I have some bad news for you. We have seen these exact symptoms with more than a few GoDaddy hosted servers in past couple months. We have not yet had anyone get it resolved. The only pattern is it was a GoDaddy host (or owned by GoDaddy)

The problem is that the first request from an IP gets a "connection refused". But, repeating the request rapidly succeeds. But, if you just wait a bit (a couple minutes) you get another "connection refused" followed by some successes.

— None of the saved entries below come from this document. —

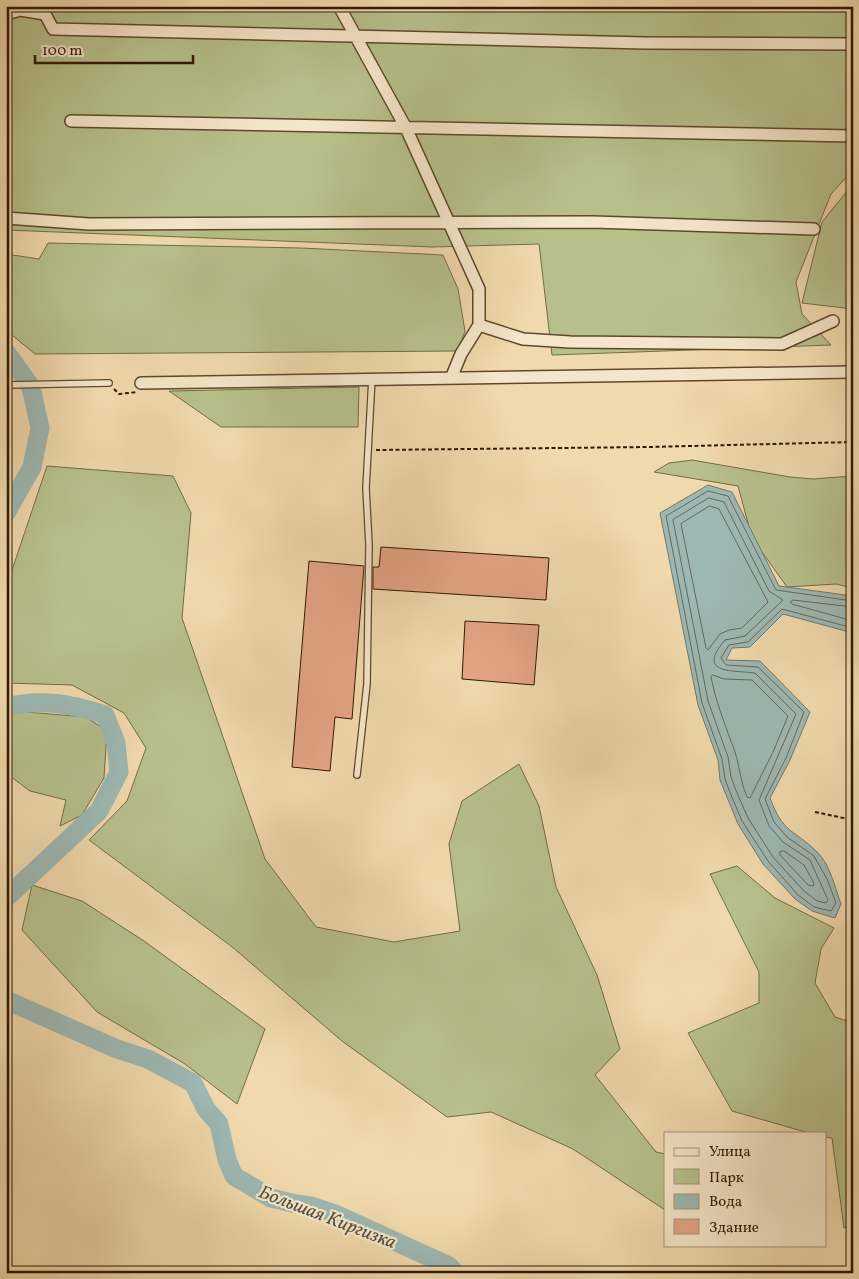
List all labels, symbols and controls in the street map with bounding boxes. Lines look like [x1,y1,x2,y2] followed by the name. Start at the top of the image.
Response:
[35,32,192,64] scale bar
[42,41,82,62] text: 100 m
[664,1132,826,1246] legend
[709,1142,751,1163] text: Улица
[709,1168,744,1189] text: Парк
[255,1180,400,1256] water label: Большая Киргизка
[709,1192,742,1213] text: Вода
[709,1218,759,1239] text: Здание

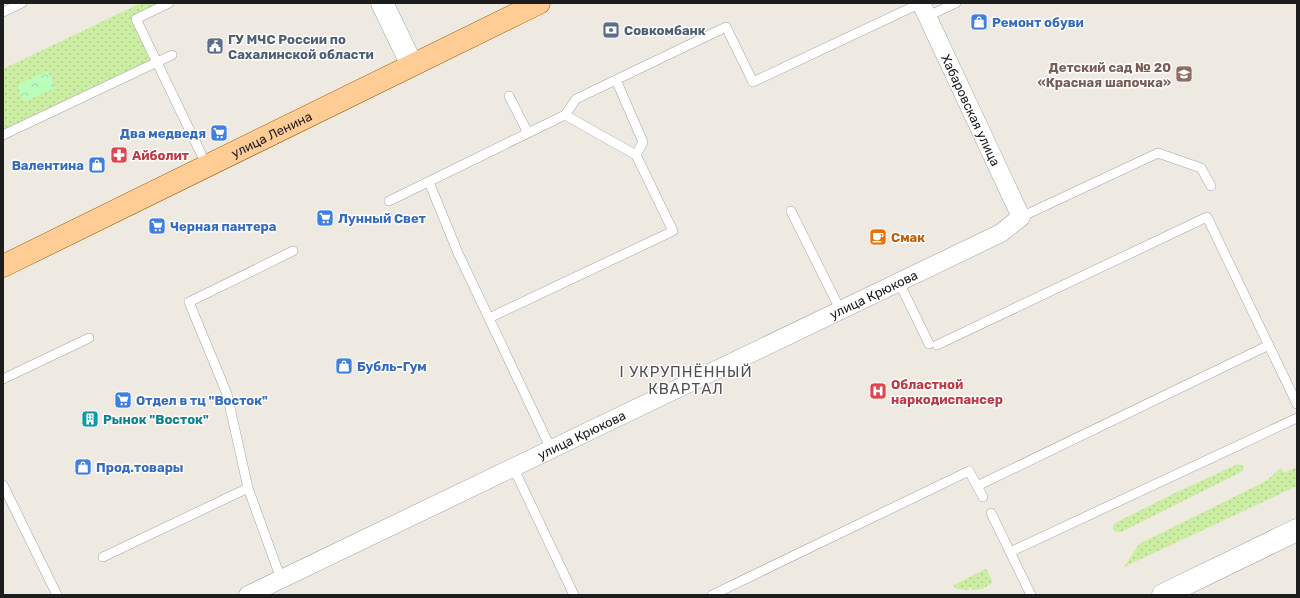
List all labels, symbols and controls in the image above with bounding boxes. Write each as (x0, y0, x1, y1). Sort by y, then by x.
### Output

It has nothing to do with Let's Encrypt. And, the most recent case I was able to reproduce this for the person's home page using a browser so it is not even "curl" related.

See this test sequence and note timestamps

curl -I https://www.bdgc.org.uk
curl: (35) OpenSSL SSL_connect: Connection reset by peer in connection to www.bdgc.org.uk:443

(immediately after the reset failure)
curl -I https://www.bdgc.org.uk
HTTP/2 200
x-powered-by: PHP/7.3.33
date: Fri, 21 Jul 2023 00:32:32 GMT
server: Apache

curl -I https://www.bdgc.org.uk
HTTP/2 200
x-powered-by: PHP/7.3.33
date: Fri, 21 Jul 2023 00:32:34 GMT
server: Apache

curl -I https://www.bdgc.org.uk
HTTP/2 200
x-powered-by: PHP/7.3.33
date: Fri, 21 Jul 2023 00:32:36 GMT
server: Apache

(this was 3 minutes later, probably would happen with less wait)
curl -I https://www.bdgc.org.uk
curl: (35) OpenSSL SSL_connect: Connection reset by peer in connection to www.bdgc.org.uk:443
5 Likes

I do too except the "connection refused" can happen for a normal person accessing the site. A DNS challenge could get the cert but still have this access problem.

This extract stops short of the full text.